- Location of Lakeview, Washington
- Coordinates: 47°22′33″N 119°29′56″W﻿ / ﻿47.37583°N 119.49889°W
- Country: United States
- State: Washington
- County: Grant

Area
- • Total: 1.1 sq mi (2.9 km^{2})
- • Land: 1.1 sq mi (2.9 km^{2})
- • Water: 0 sq mi (0.0 km^{2})
- Elevation: 1,207 ft (368 m)

Population (2020)
- • Total: 1,068
- • Density: 950/sq mi (370/km^{2})
- Time zone: UTC-8 (Pacific (PST))
- • Summer (DST): UTC-7 (PDT)
- ZIP code: 98851
- Area code: 509
- FIPS code: 53-37926
- GNIS feature ID: 2408565

= Lakeview, Washington =

Lakeview is a census-designated place (CDP) in Grant County, Washington, United States. As of the 2020 census, Lakeview had a population of 1,068. The community is referred to as Lakeview Park on topographic maps and by locals.

==Geography==
Lakeview is located in northern Grant County along the southern border of the city of Soap Lake. Washington State Route 28 passes through the southeast corner of the CDP, leading east 42 mi to Odessa and southwest 5 mi to Ephrata.

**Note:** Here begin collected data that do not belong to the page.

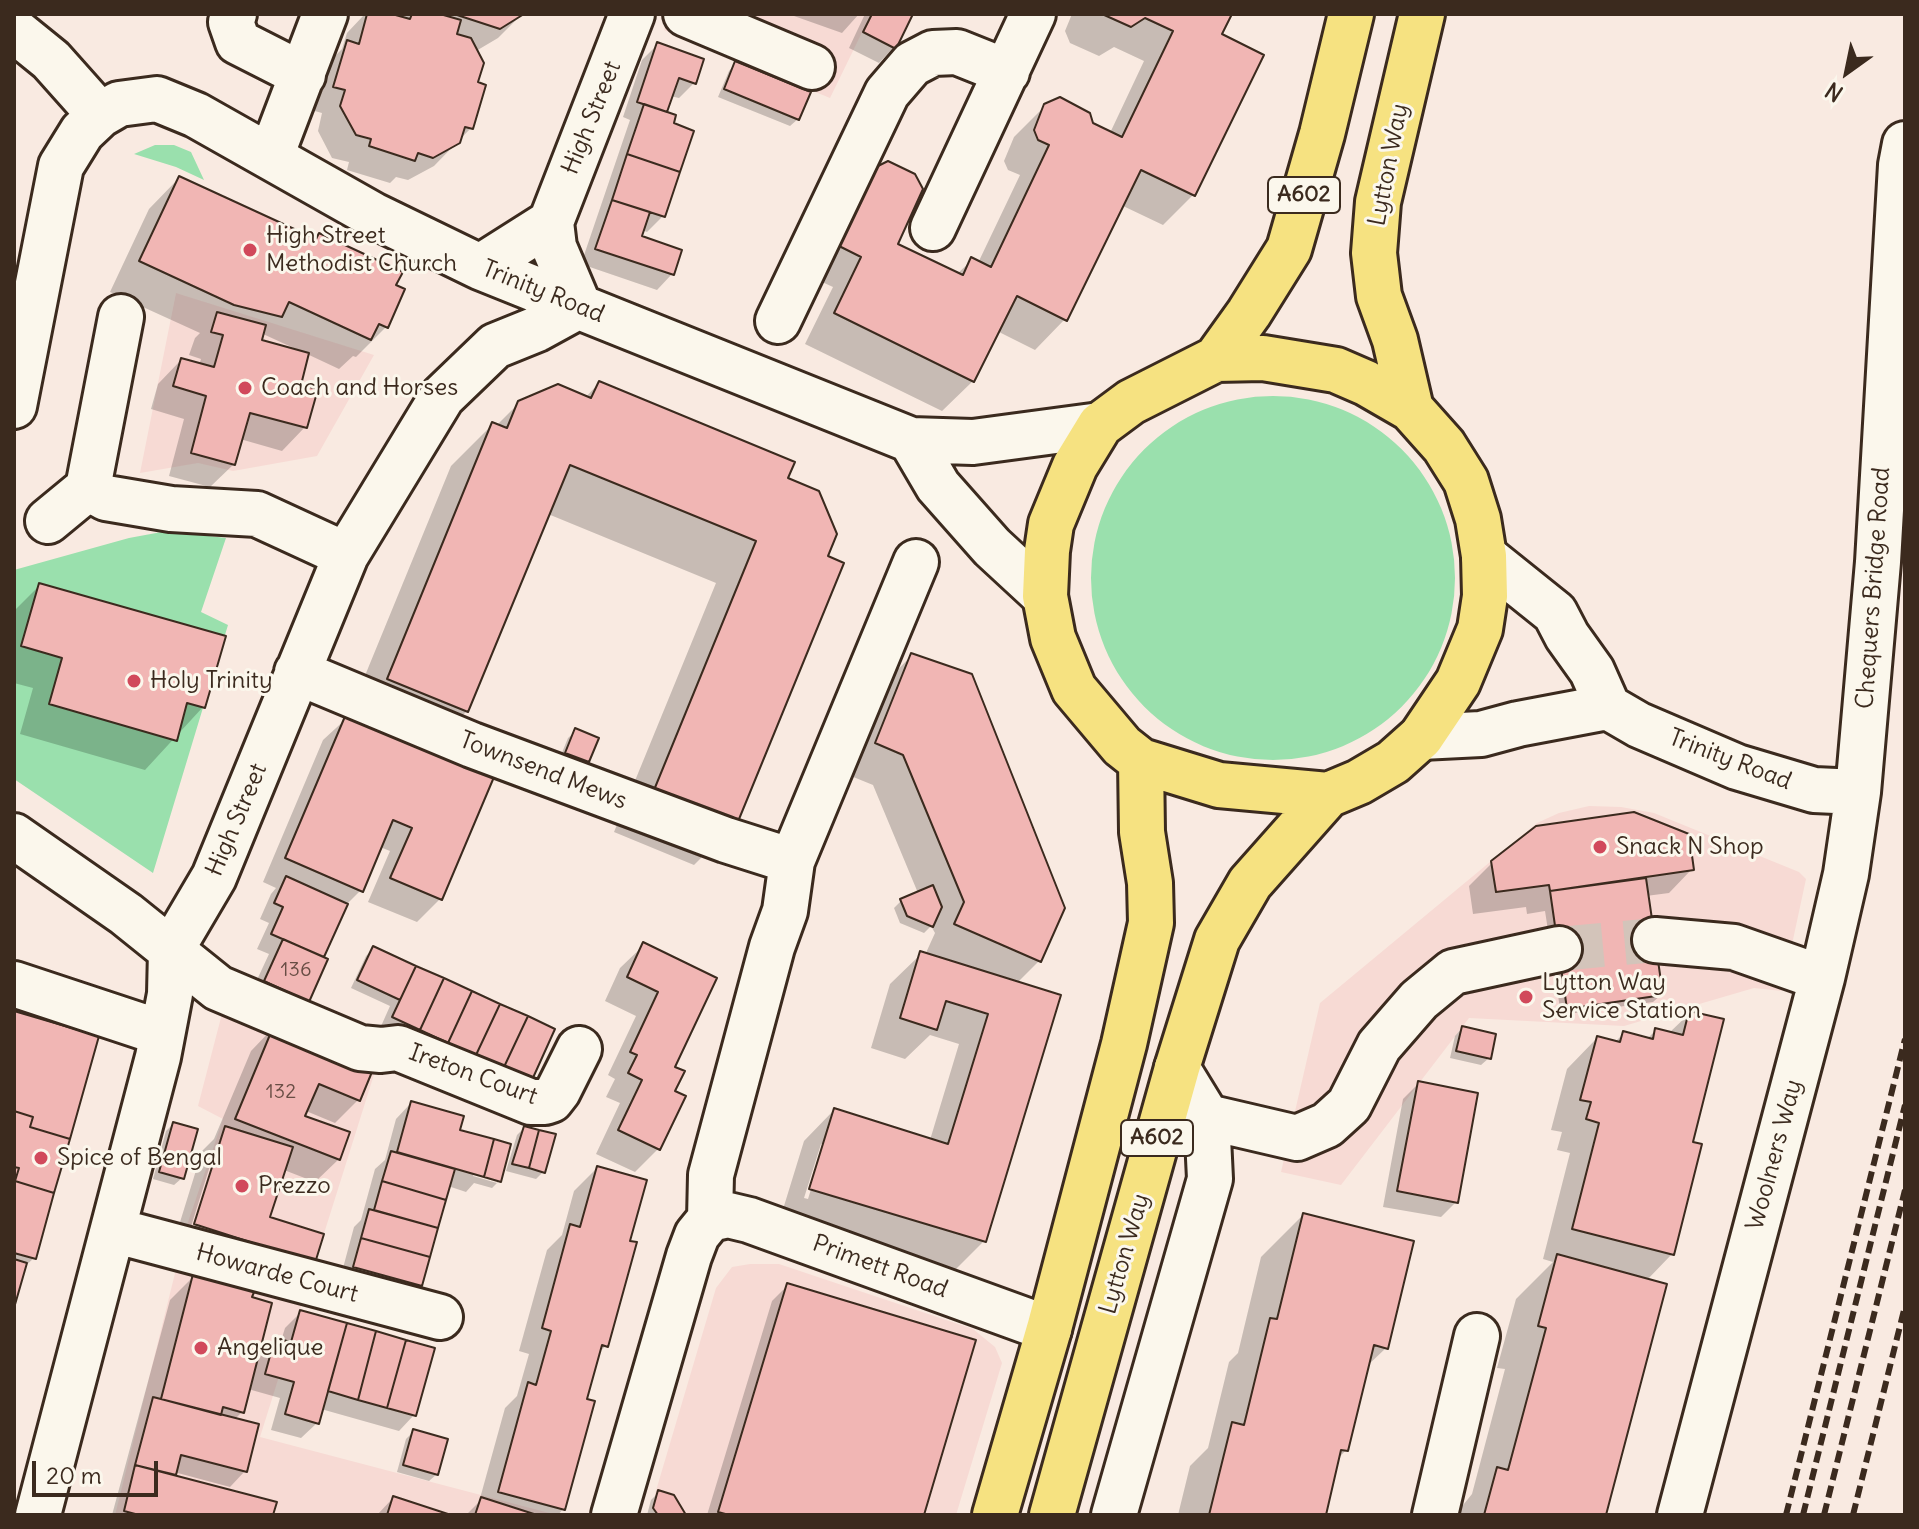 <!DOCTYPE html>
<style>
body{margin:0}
#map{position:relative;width:1919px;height:1529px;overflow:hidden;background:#f9eae1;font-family:Delius,sans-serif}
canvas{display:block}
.frame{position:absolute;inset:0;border:16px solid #3b2a1e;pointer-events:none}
.north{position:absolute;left:1807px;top:32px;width:80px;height:80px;-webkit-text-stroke:6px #fbf7ec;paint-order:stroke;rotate:213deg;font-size:22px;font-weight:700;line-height:32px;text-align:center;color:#3b2a1e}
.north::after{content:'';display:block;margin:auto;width:28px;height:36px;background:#3b2a1e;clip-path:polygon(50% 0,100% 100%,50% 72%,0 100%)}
.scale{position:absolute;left:32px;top:1461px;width:126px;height:36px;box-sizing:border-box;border:4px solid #3b2a1e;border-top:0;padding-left:10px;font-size:24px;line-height:28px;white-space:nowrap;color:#3b2a1e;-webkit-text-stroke:6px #fbf7ec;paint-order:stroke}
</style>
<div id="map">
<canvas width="1919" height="1529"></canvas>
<div class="frame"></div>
<div class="north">N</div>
<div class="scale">20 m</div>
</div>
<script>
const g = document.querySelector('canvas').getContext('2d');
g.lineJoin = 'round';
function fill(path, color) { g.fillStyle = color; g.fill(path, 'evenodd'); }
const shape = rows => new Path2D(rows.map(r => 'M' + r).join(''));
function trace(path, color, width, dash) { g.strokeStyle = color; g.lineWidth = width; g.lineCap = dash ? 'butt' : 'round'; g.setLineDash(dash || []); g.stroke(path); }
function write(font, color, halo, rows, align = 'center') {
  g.font = font + ' Delius,sans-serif'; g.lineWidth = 6; g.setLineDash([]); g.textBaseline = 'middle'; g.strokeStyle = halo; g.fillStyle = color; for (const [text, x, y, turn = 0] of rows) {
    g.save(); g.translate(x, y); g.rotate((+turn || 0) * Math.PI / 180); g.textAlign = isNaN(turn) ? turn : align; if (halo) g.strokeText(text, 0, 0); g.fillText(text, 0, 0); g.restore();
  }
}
const built = shape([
 [671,14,871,14,830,98,664,30],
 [176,293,374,355,317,456,233,471,198,463,140,473],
 [1589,806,1621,807,1654,813,1799,872,1806,879,1782,991,1754,988,1624,1026,1469,1018,1341,1185,1281,1172,1320,1003,1537,823,1559,813],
 [224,1006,377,1065,260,1437,557,1515,115,1515,187,1225,223,1119,198,1106],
 [750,1264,779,1264,973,1329,995,1347,1002,1363,956,1515,657,1515,655,1494,716,1288,732,1267]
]);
const green = shape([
 [155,145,174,145,191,152,204,180,176,167,134,154],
 '1091 578a182 182 0 1 1 364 0a182 182 0 1 1-364 0Z',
 [167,531,226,538,201,612,228,625,153,873,14,779,14,570,129,538]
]);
const shadow = shape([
 [357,14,522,14,498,38,476,51,476,83,471,128,434,166,408,180,396,177,390,183,347,170,349,162,332,158,318,131,322,113,311,110,325,66,342,49,347,33,363,16],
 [795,14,859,14,842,33,794,16],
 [865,14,910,14,894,47,879,63,849,48],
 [1072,14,1230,14,1219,35,1193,195,1163,225,1121,205,1065,319,1035,350,997,331,973,381,942,411,805,344,833,287,809,276,846,200,895,245,957,274,972,260,978,263,1020,175,1008,170,1004,161,1014,137,1045,106,1110,133,1144,61,1114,47,1099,56,1070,43,1065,31],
 [657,45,694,83,679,98,670,96,664,113,663,216,647,232,642,230,640,237,672,274,657,290,581,264,630,120,623,117,642,60],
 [736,63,798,119,790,126,718,97,729,71],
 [179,178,314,241,319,235,393,286,386,327,356,357,353,356,339,369,307,354,298,386,305,427,282,451,240,439,234,464,210,487,169,476,184,419,151,409,158,384,181,360,199,365,201,359,189,355,195,338,200,333,110,292,149,209],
 [263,334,298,350,297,352,260,342],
 [599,383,786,479,736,823,694,865,614,832,716,583,548,514,467,711,427,751,440,899,417,922,368,902,390,851,380,847,361,890,344,907,321,958,307,1001,292,1017,249,997,269,954,257,949,269,923,260,919,271,894,276,888,263,882,323,740,348,717,451,466,493,424,496,426,519,403,585,398],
 [40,585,203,707,145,770,20,734,33,688,14,683,14,611],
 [912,655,1063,908,1039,961,1017,983,984,1241,954,1271,780,1219,804,1141,834,1110,930,1140,959,1044,930,1035,905,1059,871,1048,890,984,921,954,925,955,935,933,931,926,924,933,900,923,894,908,901,901,918,893,873,785,846,774,882,686],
 [821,1144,825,1144,808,1199,804,1198],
 [576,731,587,761,580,768,559,760,568,738],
 [1493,862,1692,869,1669,893,1646,896,1661,995,1653,1002,1561,1015,1545,911,1527,914,1526,907,1473,914,1469,886],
 [644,945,715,979,672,1068,658,1149,635,1172,596,1154,620,1103,606,1097,615,1079,608,1075,636,1016,605,1001,620,968],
 [373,949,530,1079,378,1033,390,1006,351,988,366,956],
 [14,1013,34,1258,23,1268,14,1301],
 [1690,1013,1691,1143,1672,1254,1646,1281,1603,1515,1455,1515,1472,1494,1505,1369,1497,1368,1516,1299,1553,1262,1543,1259,1570,1153,1557,1150,1562,1132,1551,1130,1567,1069,1597,1038,1614,1043,1624,1033,1647,1039,1656,1030,1669,1033],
 [274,1027,358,1100,335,1123,306,1111,303,1117,339,1159,315,1182,284,1170,268,1218,313,1262,172,1248,202,1151,214,1139,251,1051],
 [214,1153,218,1153,192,1234,189,1233],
 [1462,1028,1489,1058,1481,1065,1450,1058,1455,1036],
 [1419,1083,1456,1202,1441,1217,1383,1207,1403,1099],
 [411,1103,457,1131,499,1181,497,1183,497,1179,474,1173,473,1176,497,1183,492,1188,474,1183,466,1192,448,1186,421,1285,405,1301,339,1283,354,1227,361,1220,375,1169,385,1160,396,1119],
 [173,1124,182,1178,174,1185,153,1179,166,1131],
 [524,1128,543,1172,536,1179,506,1171,517,1135],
 [597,1168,628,1242,606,1346,598,1353,585,1401,563,1509,558,1515,466,1515,479,1502,505,1408,517,1396,529,1354,519,1351,547,1250,562,1235,574,1191],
 [1303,1215,1386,1348,1366,1367,1346,1450,1337,1460,1323,1515,1178,1515,1190,1466,1208,1448,1229,1362,1238,1353,1261,1257],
 [194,1276,250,1299,256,1360,275,1340,281,1341,285,1328,301,1312,414,1415,399,1431,321,1409,317,1423,301,1438,271,1430,280,1398,248,1389,242,1412,234,1420,245,1471,230,1487,174,1472,173,1477,271,1515,112,1515,170,1300],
 [788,1285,922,1515,707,1515,772,1301],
 [414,1431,437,1474,429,1481,397,1472,406,1439],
 [659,1492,684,1515,647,1515,651,1500],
 [393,1498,445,1515,377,1515]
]);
const building = shape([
 [367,14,392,14,410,19,412,14,440,14,461,20,457,34,471,38,484,63,478,82,486,85,473,129,465,127,460,143,433,158,418,153,415,161,369,146,371,139,356,135,340,106,345,90,333,87,347,40,359,44,367,14],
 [454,14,524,14,500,29,454,14],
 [872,14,913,14,896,49,863,32,872,14],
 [1102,14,1232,14,1222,34,1264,55,1195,196,1141,170,1067,321,1017,296,974,382,834,313,861,257,837,245,876,167,888,161,915,174,923,189,898,244,963,275,971,257,991,267,1049,145,1038,140,1034,130,1044,104,1060,97,1090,113,1093,123,1122,137,1173,31,1145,18,1131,27,1102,14],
 [657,42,704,59,696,84,679,78,667,112,637,102,657,42],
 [735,61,811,92,799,120,724,89,735,61],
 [644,104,676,115,674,123,694,131,680,172,627,154,644,104],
 [627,154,680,172,665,217,612,200,627,154],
 [179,176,316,239,319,233,403,272,396,285,405,289,388,328,379,324,371,340,289,302,282,317,234,305,139,261,179,176],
 [612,200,650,212,642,236,682,250,674,275,595,249,612,200],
 [217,312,266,325,262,340,309,353,301,385,318,389,307,428,250,413,235,465,191,453,206,396,173,386,181,358,214,367,223,335,211,332,217,312],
 [599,381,795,462,788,478,819,491,837,534,828,556,844,563,737,824,654,790,756,541,570,465,468,712,387,679,492,422,507,428,518,401,558,384,591,398,599,381],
 [39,583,226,636,205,708,187,703,177,741,49,704,62,658,21,646,39,583],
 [911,653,972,674,1065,908,1041,962,954,924,964,902,903,755,875,743,911,653],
 [346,714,494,777,442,900,390,878,412,828,393,820,363,892,285,858,346,714],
 [575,728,599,738,589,762,565,753,575,728],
 [1634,812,1689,834,1694,870,1550,891,1549,885,1496,892,1491,861,1536,826,1634,812],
 [286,876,348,904,324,957,271,934,283,907,274,903,286,876],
 [1646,878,1663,995,1567,1009,1550,891,1646,878],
 [933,885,942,907,933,927,907,916,900,899,933,885],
 [283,939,328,959,309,1002,264,981,283,939],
 [643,942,717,978,675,1067,685,1071,675,1091,686,1096,660,1150,618,1130,642,1080,628,1073,637,1055,630,1052,658,992,627,977,643,942],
 [373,946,416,966,400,1000,357,980,373,946],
 [920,951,1061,995,986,1242,809,1189,834,1108,948,1144,988,1014,946,1001,937,1030,900,1018,920,951],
 [416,966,444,978,420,1030,392,1017,416,966],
 [444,978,472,991,448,1043,420,1030,444,978],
 [472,991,500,1004,476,1055,448,1043,472,991],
 [500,1004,528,1016,504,1067,476,1055,500,1004],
 [14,1011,99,1036,70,1139,30,1127,33,1117,14,1111,14,1011],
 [1689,1011,1724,1019,1693,1142,1702,1144,1674,1255,1572,1229,1599,1123,1586,1119,1591,1102,1580,1100,1597,1036,1620,1042,1623,1031,1653,1039,1655,1028,1683,1035,1689,1011],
 [528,1016,555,1029,532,1080,504,1067,528,1016],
 [274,1025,374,1067,360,1101,319,1084,305,1116,350,1132,340,1160,235,1119,274,1025],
 [1462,1026,1496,1034,1491,1059,1456,1051,1462,1026],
 [1418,1081,1478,1093,1458,1203,1397,1191,1418,1081],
 [411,1101,464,1116,460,1130,494,1139,484,1177,397,1152,411,1101],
 [14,1111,33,1117,30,1127,70,1139,54,1193,15,1181,19,1168,14,1167,14,1111],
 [173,1122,198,1129,184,1179,159,1172,173,1122],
 [225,1126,293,1147,270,1217,324,1234,315,1263,194,1224,225,1126],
 [524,1126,539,1130,529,1168,512,1164,524,1126],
 [539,1130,556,1134,545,1173,529,1168,539,1130],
 [494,1139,511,1144,501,1182,484,1177,494,1139],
 [391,1151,455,1169,446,1200,382,1181,391,1151],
 [597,1166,647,1180,630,1241,637,1242,608,1347,602,1345,587,1399,595,1401,565,1510,498,1492,528,1382,536,1385,551,1331,542,1328,570,1224,580,1227,597,1166],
 [14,1167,19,1168,15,1181,54,1193,36,1259,14,1253,14,1167],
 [382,1181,446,1200,438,1228,374,1210,382,1181],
 [369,1209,438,1228,430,1257,361,1238,369,1209],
 [1303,1213,1414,1241,1388,1349,1374,1345,1348,1451,1341,1450,1326,1515,1209,1515,1232,1422,1244,1425,1270,1318,1277,1319,1303,1213],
 [361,1238,430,1257,422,1286,353,1267,361,1238],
 [1557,1254,1667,1284,1606,1515,1484,1515,1497,1467,1508,1470,1546,1328,1538,1326,1557,1254],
 [14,1259,27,1263,14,1308,14,1259],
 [193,1274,255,1290,252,1297,272,1303,244,1413,223,1407,221,1415,161,1399,193,1274],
 [787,1283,976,1340,924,1515,729,1515,718,1512,787,1283],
 [300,1310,347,1323,319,1424,285,1414,294,1382,265,1374,275,1338,291,1342,300,1310],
 [347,1323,376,1331,358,1400,328,1391,347,1323],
 [376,1331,406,1340,387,1408,358,1400,376,1331],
 [406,1340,435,1348,416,1416,387,1408,406,1340],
 [153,1397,259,1424,247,1472,181,1455,176,1475,135,1465,153,1397],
 [413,1429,448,1439,438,1475,403,1465,413,1429],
 [135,1465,277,1502,273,1515,139,1515,124,1511,135,1465],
 [658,1490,674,1495,686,1515,658,1515,653,1508,658,1490],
 [393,1496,451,1515,387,1515,393,1496],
 [481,1497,537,1515,475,1515,481,1497]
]);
const minorTunnel = shape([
 [1559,949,1655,940]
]);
const minor = shape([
 [234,14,231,22,238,42,303,75],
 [686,14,812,67],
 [14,30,51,60,100,115],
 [271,156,325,14],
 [933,228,1033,14],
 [480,267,551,222],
 [579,306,554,247,551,222,632,14],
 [121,317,88,488,106,498,171,509,257,514,346,555],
 [778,321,887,93,912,64,933,53,957,52,1007,72],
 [14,406,61,166,82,132,100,115,119,104,157,99,196,115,373,215,480,267,911,440,973,442,1100,425],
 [911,440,938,486,992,547,1045,596],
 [48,521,88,488],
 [1484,556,1555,613,1567,636,1592,671,1608,707,1639,725,1737,767,1814,790,1858,792],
 [297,672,472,745,726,840,792,861],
 [1421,737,1481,734,1518,724,1608,707],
 [14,836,126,914,218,988,360,1048,381,1050,398,1048,531,1102,545,1102,551,1100,558,1091,579,1049],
 [1655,940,1734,947,1822,978],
 [14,984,162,1033],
 [1207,1117,1297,1138,1327,1125,1349,1105,1379,1046,1419,1000,1453,972,1559,949],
 [710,1219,711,1175,772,947,785,911,792,861,916,562],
 [113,1230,440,1317],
 [38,1515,158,1057,170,994,171,950,214,877,346,555,442,397,495,346,537,329,579,306],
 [614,1515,689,1256,697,1235,710,1219,728,1215,749,1220,1049,1329],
 [1114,1515,1210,1179,1207,1117,1177,1068],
 [1435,1515,1477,1336],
 [1680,1515,1822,978,1846,874,1858,792,1878,562,1901,165,1905,144]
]);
const major = shape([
 [1216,359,1249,313,1289,249,1322,134,1351,14],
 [1411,409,1395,340,1379,296,1374,253,1378,202,1422,14],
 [995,1515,1049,1329,1124,1044,1151,923,1150,883,1142,832,1141,761],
 [1052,1515,1177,1068,1217,940,1250,883,1328,795,1359,782,1393,762,1421,737,1458,682,1480,629,1485,596,1484,556,1478,519,1466,481,1444,446,1411,409,1366,383,1336,370,1263,358,1216,359,1131,402,1100,425,1075,466,1051,524,1047,551,1045,596,1053,638,1074,689,1122,746,1141,761,1219,785,1328,795]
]);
const rail = shape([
 [1786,1515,1905,1039],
 [1803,1515,1905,1105],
 [1824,1515,1905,1190],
 [1853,1515,1905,1306]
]);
const markers = [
 [250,250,8,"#d1495b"],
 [245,388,8,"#d1495b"],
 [134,681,8,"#d1495b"],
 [1600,847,8,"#d1495b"],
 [1526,997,8,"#d1495b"],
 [41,1158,8,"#d1495b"],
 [242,1186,8,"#d1495b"],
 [201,1348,8,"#d1495b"]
];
const numberNames = [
 ["136",296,970],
 ["132",281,1092]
];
const shields = [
 [1304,195,72],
 [1157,1138,72]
];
const shieldNames = [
 ["A602",1304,195],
 ["A602",1157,1138]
];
const streetNames = [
 ["High Street",592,118,-68],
 ["Lytton Way",1389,165,-79],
 ["Trinity Road",543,292,22],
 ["Chequers Bridge Road",1874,588,-86],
 ["Trinity Road",1730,760,21],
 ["Townsend Mews",543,771,21],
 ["High Street",237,820,-67],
 ["Ireton Court",473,1075,20],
 ["Woolners Way",1775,1155,-75],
 ["Lytton Way",1125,1254,-74],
 ["Primett Road",880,1267,20],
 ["Howarde Court",277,1274,15]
];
const poiNames = [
 ["High Street",266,236],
 ["Methodist Church",266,264],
 ["Coach and Horses",261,388],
 ["Holy Trinity",150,681],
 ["Snack N Shop",1616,847],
 ["Lytton Way",1542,983],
 ["Service Station",1542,1011],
 ["Spice of Bengal",57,1158],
 ["Prezzo",258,1186],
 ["Angelique",217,1348]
];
fill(built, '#f7dad4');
fill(green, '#9ae0ad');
fill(shadow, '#0003');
fill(building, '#f1b6b4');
trace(building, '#3b2a1e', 2);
trace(minorTunnel, '#d3c4ba', 44, [44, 22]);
trace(minor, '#3b2a1e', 50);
trace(major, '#3b2a1e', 50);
trace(minor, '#fbf7ec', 44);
trace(major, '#f6e281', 44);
trace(rail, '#3b2a1e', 6, [12, 6]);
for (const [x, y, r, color] of markers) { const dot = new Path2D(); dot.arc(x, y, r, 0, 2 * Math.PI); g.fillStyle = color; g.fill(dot); trace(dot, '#fbf7ec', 3); }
write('20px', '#684d44', null, numberNames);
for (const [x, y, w] of shields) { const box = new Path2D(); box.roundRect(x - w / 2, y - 18, w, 36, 6); g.fillStyle = '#fbf7ec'; g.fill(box); trace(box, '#3b2a1e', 2); }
write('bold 22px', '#3b2a1e', null, shieldNames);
write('24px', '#3b2a1e', '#fbf7ec', streetNames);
write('24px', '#3b2a1e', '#fbf7ec', poiNames, 'left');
</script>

According to the United States Census Bureau, the Lakeview CDP has a total area of 2.9 sqkm, all of it land.

==Demographics==

Lakeview first appeared as a census designated place in the 2000 U.S. census.

Historical population
| Census | Pop. | Note | %± |
| 2000 | 797 |  | — |
| 2010 | 915 |  | 14.8% |
| 2020 | 1,068 |  | 16.7% |
U.S. Decennial Census 1990 2000 2010

===Racial and ethnic composition===

Lakeview CDP, Washington – Racial and ethnic composition Note: the US Census treats Hispanic/Latino as an ethnic category. This table excludes Latinos from the racial categories and assigns them to a separate category. Hispanics/Latinos may be of any race.
| Race / Ethnicity (NH = Non-Hispanic) | Pop 2000 | Pop 2010 | Pop 2020 | % 2000 | % 2010 | % 2020 |
|---|---|---|---|---|---|---|
| White alone (NH) | 692 | 757 | 749 | 86.83% | 82.73% | 70.13% |
| Black or African American alone (NH) | 8 | 4 | 0 | 1.00% | 0.44% | 0.00% |
| Native American or Alaska Native alone (NH) | 13 | 6 | 7 | 1.63% | 0.66% | 0.66% |
| Asian alone (NH) | 1 | 2 | 5 | 0.13% | 0.22% | 0.47% |
| Native Hawaiian or Pacific Islander alone (NH) | 0 | 1 | 0 | 0.00% | 0.11% | 0.00% |
| Other race alone (NH) | 1 | 1 | 0 | 0.13% | 0.11% | 0.00% |
| Mixed race or Multiracial (NH) | 15 | 18 | 33 | 1.88% | 1.97% | 3.09% |
| Hispanic or Latino (any race) | 67 | 126 | 274 | 8.41% | 13.77% | 25.66% |
| Total | 797 | 915 | 1,068 | 100.00% | 100.00% | 100.00% |

===2000 census===
As of the census of 2000, there were 797 people, 336 households, and 233 families residing in the CDP. The population density was 700.1 people per square mile (269.9/km^{2}). There were 372 housing units at an average density of 326.8/sq mi (126.0/km^{2}). The racial makeup of the CDP was 89.46% White, 1.00% African American, 2.13% Native American, 0.25% Asian, 4.14% from other races, and 3.01% from two or more races. Hispanic or Latino of any race were 8.41% of the population.

There were 336 households, out of which 22.6% had children under the age of 18 living with them, 56.8% were married couples living together, 9.5% had a female householder with no husband present, and 30.4% were non-families. 26.2% of all households were made up of individuals, and 14.6% had someone living alone who was 65 years of age or older. The average household size was 2.37 and the average family size was 2.79.

In the CDP, the population was spread out, with 24.0% under the age of 18, 5.0% from 18 to 24, 18.9% from 25 to 44, 27.9% from 45 to 64, and 24.2% who were 65 years of age or older. The median age was 48 years. For every 100 females, there were 90.2 males. For every 100 females age 18 and over, there were 94.2 males.

The median income for a household in the CDP was $30,588, and the median income for a family was $35,313. Males had a median income of $31,607 versus $21,563 for females. The per capita income for the CDP was $17,448. About 13.4% of families and 18.6% of the population were below the poverty line, including 49.6% of those under age 18 and 2.6% of those age 65 or over.

==Education==
The area is served by the Soap Lake School District.